Program stucks on cudaErrorMemoryAllocation after failing a cudaMallocHost

IorPerry · August 22, 2024, 4:22pm

Hi, in my application we calls cudaMallocHost, the quantity of allocated memory depends on user’s chooses, so it can happens that the allocation fails because went out of memory, when it happens the call returns cudaErrorMemoryAllocation, in this case we call cudaFreeHost that returns cudaErrorMemoryAllocation as well (because it may also return error codes from previous, asynchronous launches as documented).

My problem is that from now until the end of program any cudaMallocHost fails, even the littlest, did the cudaFreeHost fail? How can I recover from this situation?

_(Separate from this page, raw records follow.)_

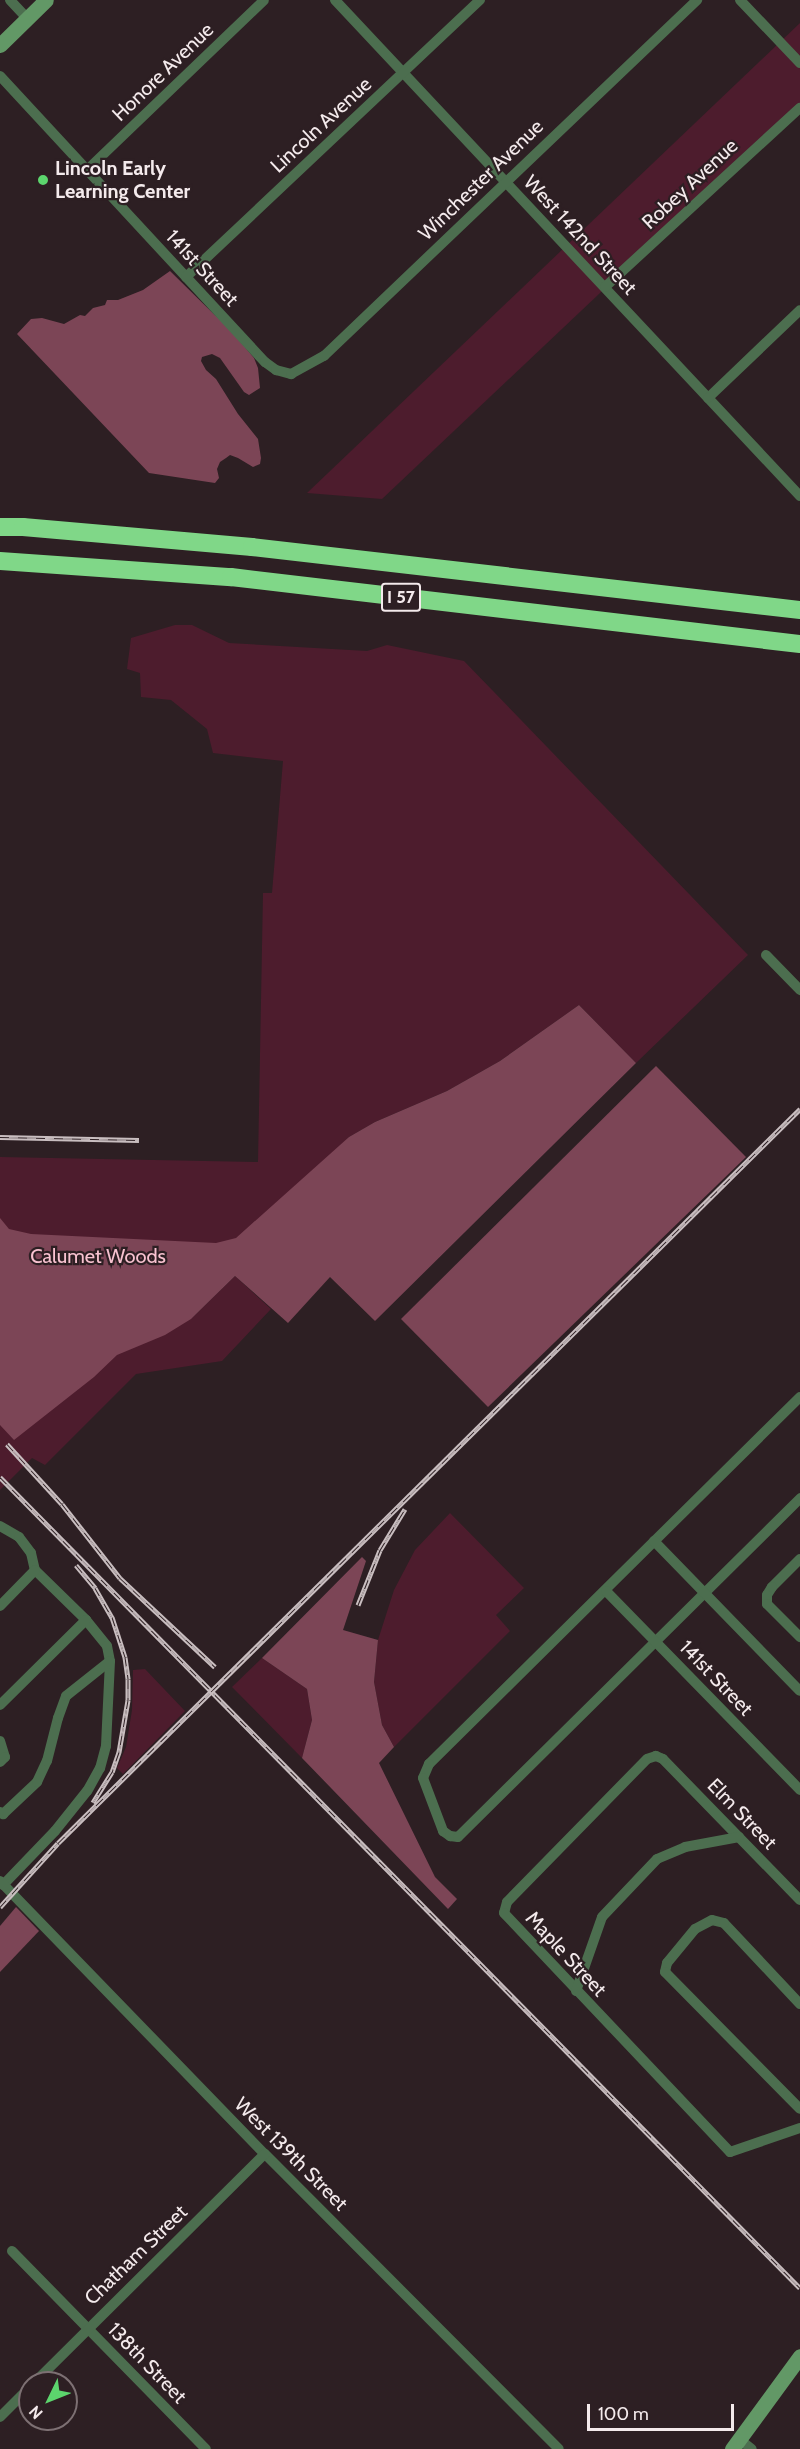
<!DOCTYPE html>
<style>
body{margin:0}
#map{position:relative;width:800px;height:2449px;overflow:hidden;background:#2d1f23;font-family:Cabin,sans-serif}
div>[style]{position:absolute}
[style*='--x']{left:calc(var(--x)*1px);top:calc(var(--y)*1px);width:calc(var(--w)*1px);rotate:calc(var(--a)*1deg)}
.green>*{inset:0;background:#4d1c2d}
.forest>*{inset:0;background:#7c4556}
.minor>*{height:10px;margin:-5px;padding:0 5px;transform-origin:5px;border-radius:5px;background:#4c6e4f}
.secondary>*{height:15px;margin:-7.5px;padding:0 7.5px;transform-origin:7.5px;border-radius:7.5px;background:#629866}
.motorway>*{height:18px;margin:-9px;padding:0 9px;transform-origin:9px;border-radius:9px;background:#80d788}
.rail>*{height:5px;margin-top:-2.5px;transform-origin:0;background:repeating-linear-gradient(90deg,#2d1f23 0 9px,#c9bec0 0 18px);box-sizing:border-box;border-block:2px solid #c9bec0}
.dots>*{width:16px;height:16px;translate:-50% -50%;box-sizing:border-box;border:3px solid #2d1f23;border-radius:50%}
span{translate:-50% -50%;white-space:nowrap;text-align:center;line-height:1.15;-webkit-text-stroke:4.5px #2d1f23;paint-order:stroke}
.shield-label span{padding:2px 4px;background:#2d1f23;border:2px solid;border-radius:4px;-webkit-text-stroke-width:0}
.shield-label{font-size:18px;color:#f4eaec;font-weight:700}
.street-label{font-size:20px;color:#f4eaec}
.poi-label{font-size:20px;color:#f4eaec;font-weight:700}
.left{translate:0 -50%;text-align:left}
.park-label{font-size:20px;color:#f8c2d0}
.north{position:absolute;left:18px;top:2371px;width:60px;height:60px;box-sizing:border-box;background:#2d1f23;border:2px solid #7d7073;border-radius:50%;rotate:227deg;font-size:16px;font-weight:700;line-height:24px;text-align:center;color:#f4eaec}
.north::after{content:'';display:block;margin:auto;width:21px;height:27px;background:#5cd56d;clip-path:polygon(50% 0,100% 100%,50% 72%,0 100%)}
.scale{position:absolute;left:587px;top:2404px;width:147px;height:27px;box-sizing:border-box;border:3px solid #f4eaec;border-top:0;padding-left:8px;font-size:18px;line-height:21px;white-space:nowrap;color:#f4eaec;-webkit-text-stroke:4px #2d1f23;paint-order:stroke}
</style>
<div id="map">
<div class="green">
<i style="clip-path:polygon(800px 23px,800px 104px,382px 499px,307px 493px)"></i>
<i style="clip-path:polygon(175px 625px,192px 625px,229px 643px,367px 651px,387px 645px,464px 661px,748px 955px,636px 1063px,579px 1005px,500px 1061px,447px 1091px,375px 1122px,349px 1137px,191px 1319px,235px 1276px,271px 1309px,222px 1361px,136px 1374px,45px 1465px,32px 1458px,0 1490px,0 1157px,258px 1162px,263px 893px,272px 893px,283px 761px,213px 753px,207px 729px,171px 700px,141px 697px,140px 673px,127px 669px,131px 638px)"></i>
<i style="clip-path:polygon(450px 1513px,524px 1588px,496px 1615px,510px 1631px,394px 1747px,382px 1725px,374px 1682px,378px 1640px,394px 1590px,415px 1550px)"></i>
<i style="clip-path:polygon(262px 1658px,307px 1689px,312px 1720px,302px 1758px,232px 1687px)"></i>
<i style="clip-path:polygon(145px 1669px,185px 1711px,123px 1774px,117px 1768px,126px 1747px,132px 1710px,133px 1670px)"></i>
</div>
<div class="forest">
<i style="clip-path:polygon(170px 271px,233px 333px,254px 358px,258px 368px,260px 388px,249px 395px,244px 392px,220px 358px,212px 354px,202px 357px,201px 361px,206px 370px,216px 379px,238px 414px,258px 439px,261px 458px,260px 464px,253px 467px,238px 458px,230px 455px,226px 458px,220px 462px,217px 469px,219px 478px,215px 483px,149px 473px,17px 334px,31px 319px,42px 318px,64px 324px,80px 315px,85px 316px,93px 308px,105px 305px,107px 300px,118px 300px,143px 290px)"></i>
<i style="clip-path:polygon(579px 1005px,636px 1063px,375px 1321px,330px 1277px,288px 1323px,235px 1276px,191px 1319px,165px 1335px,117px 1355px,94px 1377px,14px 1440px,0 1425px,0 1218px,9px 1229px,31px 1234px,216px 1243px,236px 1238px,349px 1137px,375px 1122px,447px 1091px,500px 1061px)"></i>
<i style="clip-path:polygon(656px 1066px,746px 1157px,488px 1407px,401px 1319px)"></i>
<i style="clip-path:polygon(362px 1557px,366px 1561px,343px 1630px,378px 1640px,374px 1682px,382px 1725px,394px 1747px,379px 1763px,435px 1877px,457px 1899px,448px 1909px,302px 1758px,312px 1720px,307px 1689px,262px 1658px)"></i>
<i style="clip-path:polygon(16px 1907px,39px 1931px,0 1972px,0 1926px)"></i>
</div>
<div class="minor">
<i style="--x:10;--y:0;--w:25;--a:47"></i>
<i style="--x:335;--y:0;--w:680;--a:46.85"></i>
<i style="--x:740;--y:0;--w:87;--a:46.4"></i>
<i style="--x:0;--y:76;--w:390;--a:47.2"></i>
<i style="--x:265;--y:362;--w:14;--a:36"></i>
<i style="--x:276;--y:370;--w:16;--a:15"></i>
<i style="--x:291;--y:374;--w:38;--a:-29"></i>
<i style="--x:324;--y:356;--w:516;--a:-43.66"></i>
<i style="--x:87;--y:170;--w:245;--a:-43.8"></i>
<i style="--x:186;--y:277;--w:404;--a:-43.3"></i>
<i style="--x:605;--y:287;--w:265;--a:-42.6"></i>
<i style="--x:708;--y:398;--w:127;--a:-43.7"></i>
<i style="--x:766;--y:955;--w:49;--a:45.8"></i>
<i style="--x:800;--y:1397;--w:522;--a:135.31"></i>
<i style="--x:429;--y:1764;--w:15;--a:113"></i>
<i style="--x:423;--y:1778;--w:57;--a:69.3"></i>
<i style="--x:443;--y:1831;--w:9;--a:36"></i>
<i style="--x:450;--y:1836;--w:8;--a:7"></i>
<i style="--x:458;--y:1837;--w:482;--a:-44.7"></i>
<i style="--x:0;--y:1526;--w:22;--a:30"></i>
<i style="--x:19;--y:1537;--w:20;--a:53"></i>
<i style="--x:31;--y:1553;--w:17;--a:77"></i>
<i style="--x:35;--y:1570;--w:71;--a:44.4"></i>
<i style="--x:86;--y:1620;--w:33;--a:51"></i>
<i style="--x:107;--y:1646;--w:15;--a:79"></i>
<i style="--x:110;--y:1661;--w:85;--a:92.7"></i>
<i style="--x:106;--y:1746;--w:23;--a:105"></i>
<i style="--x:100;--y:1768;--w:26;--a:119"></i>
<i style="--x:87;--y:1791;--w:51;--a:128.7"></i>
<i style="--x:55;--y:1831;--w:75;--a:133.9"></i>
<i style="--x:654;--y:1541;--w:209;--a:45.8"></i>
<i style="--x:800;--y:1559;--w:40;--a:135"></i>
<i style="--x:772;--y:1587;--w:9;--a:122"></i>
<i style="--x:767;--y:1595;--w:9;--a:90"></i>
<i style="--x:767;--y:1604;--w:47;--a:45"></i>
<i style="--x:606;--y:1591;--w:278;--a:45.7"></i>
<i style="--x:0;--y:1606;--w:50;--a:-45.8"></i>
<i style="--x:0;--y:1705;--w:121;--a:-44.7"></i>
<i style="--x:0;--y:1741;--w:17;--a:73"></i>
<i style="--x:5;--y:1757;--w:7;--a:135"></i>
<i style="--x:0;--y:1812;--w:4;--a:34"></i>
<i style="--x:3;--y:1814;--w:47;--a:-43.3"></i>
<i style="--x:37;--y:1782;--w:23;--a:-65"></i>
<i style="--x:47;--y:1761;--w:44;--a:-75.7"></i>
<i style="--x:58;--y:1718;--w:23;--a:-70"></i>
<i style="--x:66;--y:1696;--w:56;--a:-38.5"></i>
<i style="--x:0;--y:1881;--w:380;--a:45.9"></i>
<i style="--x:265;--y:2154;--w:416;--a:45.1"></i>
<i style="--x:800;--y:1900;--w:197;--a:-134.2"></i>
<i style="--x:663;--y:1759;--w:8;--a:-157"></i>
<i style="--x:656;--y:1756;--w:9;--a:162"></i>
<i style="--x:647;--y:1759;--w:200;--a:134.4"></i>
<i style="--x:507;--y:1902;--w:11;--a:105"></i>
<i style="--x:504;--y:1913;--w:329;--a:46.6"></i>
<i style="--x:730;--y:2152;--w:74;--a:-18.9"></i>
<i style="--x:576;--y:1991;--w:78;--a:-70.6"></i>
<i style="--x:602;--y:1917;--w:80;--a:-46.5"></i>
<i style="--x:657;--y:1859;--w:30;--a:-23"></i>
<i style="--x:685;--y:1847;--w:55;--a:-10.5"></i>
<i style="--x:800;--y:2004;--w:111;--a:-133.2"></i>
<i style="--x:724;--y:1923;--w:12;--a:-166"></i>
<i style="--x:712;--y:1920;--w:19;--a:152"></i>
<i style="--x:695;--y:1929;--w:44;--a:129.5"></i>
<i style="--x:667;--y:1963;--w:9;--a:103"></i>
<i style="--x:665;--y:1972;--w:192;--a:45.4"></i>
<i style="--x:12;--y:2251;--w:277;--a:45.6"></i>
<i style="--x:34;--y:2383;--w:325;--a:-44.8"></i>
<i style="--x:0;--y:2417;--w:42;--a:-45"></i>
<i style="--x:739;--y:2439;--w:16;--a:38"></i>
</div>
<div class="secondary">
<i style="--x:0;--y:45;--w:64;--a:-44.4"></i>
<i style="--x:732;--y:2449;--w:115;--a:-53.8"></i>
</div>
<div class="motorway">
<i style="--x:0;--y:527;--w:23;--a:0"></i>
<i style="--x:23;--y:527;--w:230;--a:5"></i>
<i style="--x:252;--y:547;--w:552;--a:6.56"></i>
<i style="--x:0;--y:561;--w:232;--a:4"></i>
<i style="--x:231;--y:577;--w:573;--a:6.72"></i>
</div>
<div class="rail">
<i style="--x:0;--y:1137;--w:139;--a:1.2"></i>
<i style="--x:7;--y:1444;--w:81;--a:47.5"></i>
<i style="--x:62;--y:1504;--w:94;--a:51.9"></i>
<i style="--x:120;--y:1578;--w:130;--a:43.1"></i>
<i style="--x:0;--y:1477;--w:1139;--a:45.39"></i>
<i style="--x:76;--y:1565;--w:30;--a:50"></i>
<i style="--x:95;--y:1588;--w:34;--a:60"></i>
<i style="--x:112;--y:1617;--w:42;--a:72"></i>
<i style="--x:125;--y:1657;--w:22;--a:82"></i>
<i style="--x:128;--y:1679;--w:21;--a:90"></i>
<i style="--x:128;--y:1700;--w:53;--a:99.8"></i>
<i style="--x:119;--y:1752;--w:21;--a:109"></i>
<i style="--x:112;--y:1772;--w:36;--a:122"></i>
<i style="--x:358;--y:1605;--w:59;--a:-68.2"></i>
<i style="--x:380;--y:1550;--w:48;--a:-58.6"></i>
<i style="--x:0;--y:1907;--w:86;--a:-47.8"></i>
<i style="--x:58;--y:1843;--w:1044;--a:-44.69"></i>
</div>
<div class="dots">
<i style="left:43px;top:180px;background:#5cd56d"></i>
</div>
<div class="shield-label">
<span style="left:401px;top:597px">I 57</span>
</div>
<div class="street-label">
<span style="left:163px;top:72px;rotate:-44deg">Honore Avenue</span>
<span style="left:321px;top:125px;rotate:-43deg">Lincoln Avenue</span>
<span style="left:481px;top:180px;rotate:-44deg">Winchester Avenue</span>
<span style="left:690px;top:184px;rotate:-43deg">Robey Avenue</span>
<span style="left:580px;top:235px;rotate:47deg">West 142nd Street</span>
<span style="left:202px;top:268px;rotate:47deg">141st Street</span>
<span style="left:716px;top:1678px;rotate:46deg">141st Street</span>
<span style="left:742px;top:1814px;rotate:46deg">Elm Street</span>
<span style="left:566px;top:1954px;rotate:47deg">Maple Street</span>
<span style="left:291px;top:2154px;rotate:45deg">West 139th Street</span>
<span style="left:136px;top:2255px;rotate:-44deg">Chatham Street</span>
<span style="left:147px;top:2363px;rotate:46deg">138th Street</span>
</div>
<div class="poi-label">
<span class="left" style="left:55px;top:180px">Lincoln Early<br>Learning Center</span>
</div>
<div class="park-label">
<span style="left:98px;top:1256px">Calumet Woods</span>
</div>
<div class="north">N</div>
<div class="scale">100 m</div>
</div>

For example: I am trying to allocate 10 buffer of 1Gb, it fails at 8th, with cudaErrorMemoryAllocation so I call cudaFreeHost for the first 7 and all of them return cudaErrorMemoryAllocation (?), then I try to allocate 512Kb, and it keeps fails.

here a sample code:

#include <cuda_runtime.h>
#include <iostream>

#define N_ALLOCATION 10
#define SIZE (size_t)2 * (size_t)1024 * (size_t)1024 * (size_t)1024

bool MyCheck(const cudaError_t &err)
{
    if(err == cudaSuccess) return true;
    std::cout << "Error " << err << std::endl;
    return false;
}

int main()
{
    void* ptr[N_ALLOCATION] = {nullptr};
    for(int i = 0; i < N_ALLOCATION; ++i)
    {
        std::cout << "allocation " << i << std::endl;
        if(!MyCheck(cudaMallocHost(&(ptr[i]), SIZE)))
            break;
    }
    for(int i = 0; i < N_ALLOCATION; ++i)
    {
        if(ptr[i])
        {
            std::cout << "free " << i << std::endl;
            if(MyCheck(cudaFreeHost(ptr[i])))
            {
                ptr[i] = nullptr;
            }
        }
    }
    std::cout << "allocation after free" << std::endl;
    MyCheck(cudaMallocHost(&(ptr[0]), SIZE));
}

in my computer its output is:

allocation 0
allocation 1
allocation 2
allocation 3
allocation 4
allocation 5
allocation 6
allocation 7
Error 2
free 0
free 1
Error 2
free 2
Error 2
free 3
Error 2
free 4
Error 2
free 5
Error 2
free 6
Error 2
allocation after free
Error 2

My expect ion is that the “allcation after free” and the frees do not return errors.

Thanks,
Perry

PS. I copyied my stackoverflow question because i am still stuck on this.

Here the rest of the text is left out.